• [INPUT RECORDS]
⟨
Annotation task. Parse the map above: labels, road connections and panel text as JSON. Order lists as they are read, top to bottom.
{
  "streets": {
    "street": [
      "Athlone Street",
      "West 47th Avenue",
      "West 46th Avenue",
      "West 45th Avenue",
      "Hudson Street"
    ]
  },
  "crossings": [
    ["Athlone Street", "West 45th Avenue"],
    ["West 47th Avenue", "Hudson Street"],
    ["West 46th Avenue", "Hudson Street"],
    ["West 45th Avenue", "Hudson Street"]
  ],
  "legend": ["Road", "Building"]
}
⟩
• [ASSIGNMENT] Exactly as given, please retype all the entries.

• [ANSWER TO THIS EXERCISE]
Annotation task. Parse the map above: labels, road connections and panel text as JSON. Order lists as they are read, top to bottom.
{
  "streets": {
    "street": [
      "Athlone Street",
      "West 47th Avenue",
      "West 46th Avenue",
      "West 45th Avenue",
      "Hudson Street"
    ]
  },
  "crossings": [
    ["Athlone Street", "West 45th Avenue"],
    ["West 47th Avenue", "Hudson Street"],
    ["West 46th Avenue", "Hudson Street"],
    ["West 45th Avenue", "Hudson Street"]
  ],
  "legend": ["Road", "Building"]
}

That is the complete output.